For all the attention paid to pharmaceutical options, we have access to more drugs in our brain than any drug company could ever make. Learning how to activate those natural chemicals is helpful in living a happy life.
There are four primary chemicals (neurotransmitters) in the brain that affect happiness: serotonin, dopamine, oxytocin, and endorphins. Today we’ll focus on the significant role that serotonin plays in your mood and overall well-being.
Serotonin is the same chemical that is used in many antidepressant prescription drugs. As a an important neurotransmitter, it acts as a chemical messenger that is involved in many processes throughout your body.
It is known for promoting a positive or happy mood, and good sleep. Serotonin also helps regulate appetite, enhances learning and improves your memory. If you have low serotonin, you might feel anxious, depressed, irritable, fatigued, or have trouble sleeping.
There are a few things you can try on your own to boost your serotonin level. (Note that this information does not intend or imply to be a substitute for professional medical advice, diagnosis or treatment.
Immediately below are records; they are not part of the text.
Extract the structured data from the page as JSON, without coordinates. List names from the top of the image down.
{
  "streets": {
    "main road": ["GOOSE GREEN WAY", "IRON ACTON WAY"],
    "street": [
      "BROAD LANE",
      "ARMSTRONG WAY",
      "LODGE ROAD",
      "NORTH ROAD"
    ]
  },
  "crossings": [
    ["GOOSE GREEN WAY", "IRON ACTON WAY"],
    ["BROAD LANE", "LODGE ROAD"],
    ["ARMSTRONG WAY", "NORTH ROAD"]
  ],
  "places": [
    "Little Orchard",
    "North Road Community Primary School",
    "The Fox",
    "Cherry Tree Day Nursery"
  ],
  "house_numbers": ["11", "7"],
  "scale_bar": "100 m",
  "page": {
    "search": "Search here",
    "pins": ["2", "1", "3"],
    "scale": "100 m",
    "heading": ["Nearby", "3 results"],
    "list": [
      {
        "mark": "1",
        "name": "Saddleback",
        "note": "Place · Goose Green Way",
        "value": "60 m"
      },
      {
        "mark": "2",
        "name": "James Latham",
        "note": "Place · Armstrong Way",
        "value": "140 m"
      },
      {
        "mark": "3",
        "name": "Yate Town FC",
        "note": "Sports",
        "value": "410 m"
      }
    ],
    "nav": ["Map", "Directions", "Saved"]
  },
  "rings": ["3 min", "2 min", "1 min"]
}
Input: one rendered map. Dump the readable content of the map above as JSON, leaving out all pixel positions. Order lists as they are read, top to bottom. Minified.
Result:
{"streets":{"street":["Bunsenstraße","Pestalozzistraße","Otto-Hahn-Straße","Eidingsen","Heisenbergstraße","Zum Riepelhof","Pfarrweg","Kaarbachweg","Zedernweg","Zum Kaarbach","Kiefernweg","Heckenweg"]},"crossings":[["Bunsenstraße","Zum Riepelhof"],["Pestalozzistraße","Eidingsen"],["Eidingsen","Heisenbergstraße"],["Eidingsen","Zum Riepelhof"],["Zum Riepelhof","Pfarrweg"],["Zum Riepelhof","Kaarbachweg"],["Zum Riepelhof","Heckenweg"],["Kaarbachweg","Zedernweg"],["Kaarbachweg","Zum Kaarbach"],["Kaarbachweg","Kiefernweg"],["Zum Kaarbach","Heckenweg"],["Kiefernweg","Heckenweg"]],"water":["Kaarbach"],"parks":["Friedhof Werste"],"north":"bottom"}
Please always consult your health care provider as needed.)
The foods you eat can help create serotonin
You can’t directly get serotonin from food, but you can make serotonin from tryptophan, which is an amino acid in primarily in high-protein foods like turkey and salmon. Tryptophan is converted to serotonin in your brain.
Research suggests that eating carbohydrates along with foods that are high in tryptophan may help more tryptophan make it across the blood brain barrier, the protective covering around your brain that controls what goes in and out of your brain. As an example, you could have whole-wheat bread with turkey or salmon, along with brown rice or your favorite crackers. Aerobic exercise also triggers the release of tryptophan into your blood, which makes it easier for tryptophan to reach your brain.
Serotonin tends to be lower after winter and higher in summer due to less sunlight in the more northern parts of the world. Many people suffer with depression issues associated with seasonal affective disorder due to the lack of sunlight and vitamin D.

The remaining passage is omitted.